Vuelvo a España, a mis madriles, después de tres meses fuera. Me gusta mucho recorrer el barrio de mi antiguo trabajo y tomar el café con mis compañeras íntimas. Comentamos cómo nos va la vida a unas y a otras y paseamos diez minutos bajo el espléndido,  suave y temprano sol de las once horas.

Me siento verdaderamente entristecida con la profunda herida que la crisis ha dejado en el pequeño comercio del barrio. La excelente perfumería regentada por unas señoras mayores amables y encantadoras ha cerrado. Me justifica mi amiga: “no, esta tienda no se ha cerrado por la crisis; las tenderas eran muy mayores”.  Medio me lo creo y recuerdo a mi tío y a mi padre en una antigua ferretería que regentaron el negocio en otra ciudad hasta pasados sus noventas años, con empleados a su cargo, además de mantenerse ellos en su entorno de siempre.

Volviendo al barrio de mi trabajo, el mercero aguanta el tipo con dos de sus hijos muy dignamente, eso sí con las estanterías de hace setenta años y lo mismo podemos decir del mostrador. No me he percatado en este viaje si todavía continúan con la actividad suplementaria de alguna señora que arregla las carreras en las medias de las mujeres: cuando había retraso en la recogida de las medias, ponían un papelito blanco en la envejecida puerta, para recordar a las clientas su pequeño olvido.
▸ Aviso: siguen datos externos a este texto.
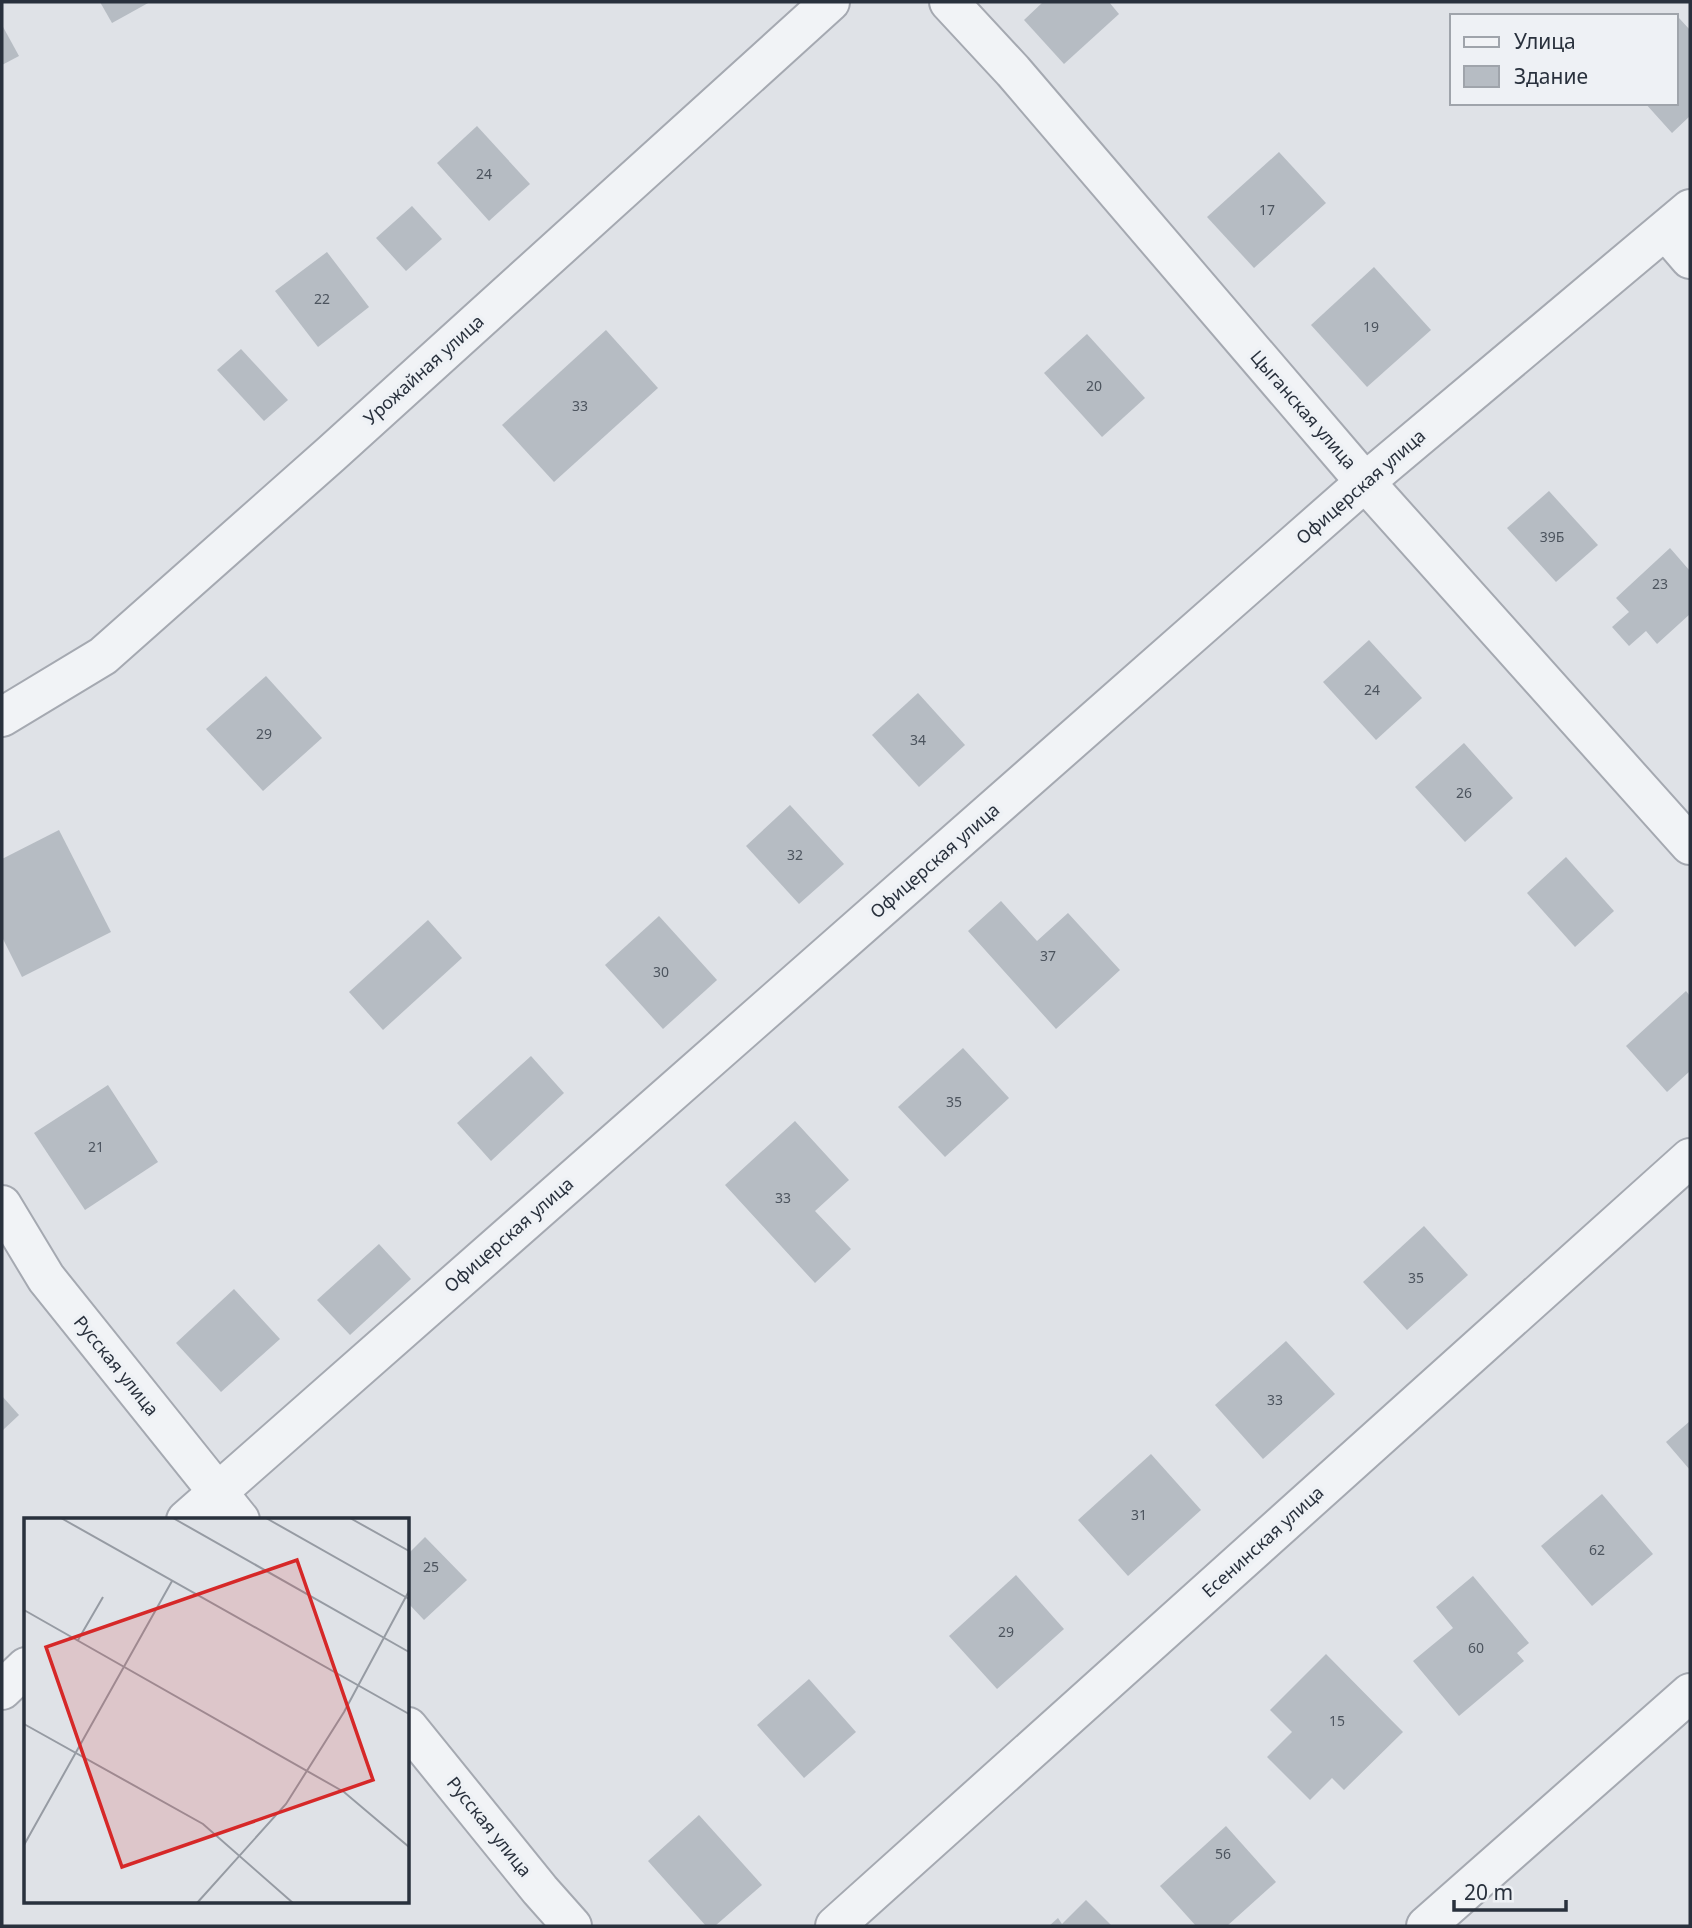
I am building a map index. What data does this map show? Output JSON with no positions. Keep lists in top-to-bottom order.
{
  "streets": {
    "street": [
      "Урожайная улица",
      "Цыганская улица",
      "Офицерская улица",
      "Русская улица",
      "Есенинская улица"
    ]
  },
  "crossings": [
    ["Цыганская улица", "Офицерская улица"],
    ["Офицерская улица", "Русская улица"]
  ],
  "house_numbers": [
    "24",
    "17",
    "22",
    "19",
    "20",
    "33",
    "39Б",
    "23",
    "24",
    "29",
    "34",
    "26",
    "32",
    "37",
    "30",
    "35",
    "21",
    "33",
    "35",
    "33",
    "31",
    "62",
    "25",
    "29",
    "60",
    "15",
    "56"
  ],
  "legend": ["Улица", "Здание"],
  "scale_bar": "20 m"
}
Sin embargo ha cerrado mi maravillosa tienda de materiales para la encuadernación Chagrin, en la que vendían todo tipo de elementos que necesitaban para su arte, bien el profesional o bien el aficionado. Era principalmente un santuario a visitar de soberbias guardas para libros, elaboradas por los más afamados pintores de este minoritario arte de Madrid y algunos de Cataluña. Deberé indagar en alguna antigua tarjeta el motivo del cierre. Ojalá que el motivo de su cierre no haya sido la crisis.

Tenían plásticos y papeles gris oscuro los escaparates de un lindísimo chaflán, donde se vendían diversas telas de panamá y los modelos de dibujos preparados para el punto de cruz.  La dueña había llegado a montar un tallercirto encantador de aprendizaje de este laboriosísimo arte.

Ya en un viaje mío anterior, en el local donde se vendían preciosas ropas de bebé, se había instalado con cierto lujo una tienda de ropa china para mujer. No solo en la calle principal del barrio, sino en varias adyacentes, estas tiendas reinan por doquier. De este asunto del comercio chino que silenciosamente invade Madrid y centenares de ciudades del mundo me ocuparé algún otro rato.

Sin estar en las cuadras del barrio, pero sí a tres o seis manzanas más, me ha dado escalofrío pensar en en las dificultades de las tiendas Musgo y que la ropa de Adolfo Domínguez no se vende como hasta anteayer. Su estilo me subyuga y el lema de “la arruga es bella” siempre me pareció acertadísimo, casi inmortal. Prometo comprar siempre ropa de estas austeras y elegantes tiendas, eso sí, aprovechando la temporada de muy provechosas rebajas.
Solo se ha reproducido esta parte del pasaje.